No wonder I used her as the model for fearless publisher Maggie Sterling in my thriller Deadline Man,
She pushed for excellence. One example was the “Dying to Work” series on illegal immigration, which never won the recognition it deserved. She also backed the groundbreaking project led by Catherine Reagor that documented Phoenix’s dangerous dependency on housing. This, like my columns, provoked a furious and threatening response from the Real Estate Industrial Complex.
In the vacuum of leadership in 2000s Phoenix, Sue reached big. She gathered a group of influential woman in what they called “the Sewing Circle.” Among them: Kristine Garrett of Bank One; Margaret Mullen, the former Downtown Phoenix Partnership boss; Janet Napolitano, and Carolyn Warner, the former Superintendent of Public Instruction.
It helped me that Warner had been good friends with my mother and vouched for me, always saying “I’ve know him since he was this tall,” raising her hand three feet in the air. Together with Michael Crow and others, the Sewing Circle tried to push for more enlightened policies.
For a while, it seemed as if we might turn Arizona in the right direction.
Sue helped me get into the Knight fellows program at the University of Southern California. She also encouraged me to spend a year as a community fellow at the Morrison Institute (I donated my stipend to the ASU College of Fine Arts).
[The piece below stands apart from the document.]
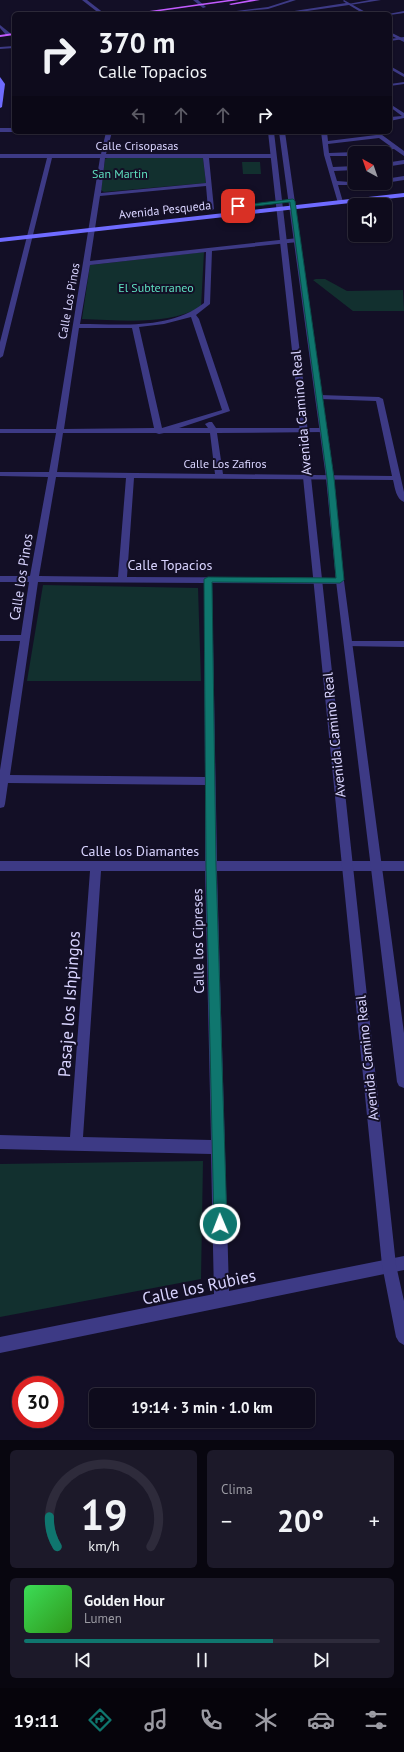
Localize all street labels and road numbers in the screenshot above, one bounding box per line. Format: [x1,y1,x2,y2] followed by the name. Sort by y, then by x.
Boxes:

Later, she brought me to Reno to talk to city leaders trying to revive their downtown. We had dinner in Incline Village, on the north shore of Lake Tahoe, her peaceful retreat from the demands of the newspaper business.
She was also there when we had the launch party at our oasis sanctuary on Holly Street for one of my Mapstone mysteries, Dry Heat. It was an event that celebrated not only the book, but that I had survived the spinal cord tumor that came after me in 2002. Her support through that rare and dangerous event was steadfast — in an era when a company could have used it as an excuse to kick a “troublemaker” to the curb.
She came despite having just had surgery on her foot. So she sat in the library, in the big leather chair, with her foot up. Around her was an eclectic mix of well-known Phoenicians and friends from the neighborhood. She fit right in. I am remembering her there, talking and smiling.
She was my friend. And she loved Phoenix.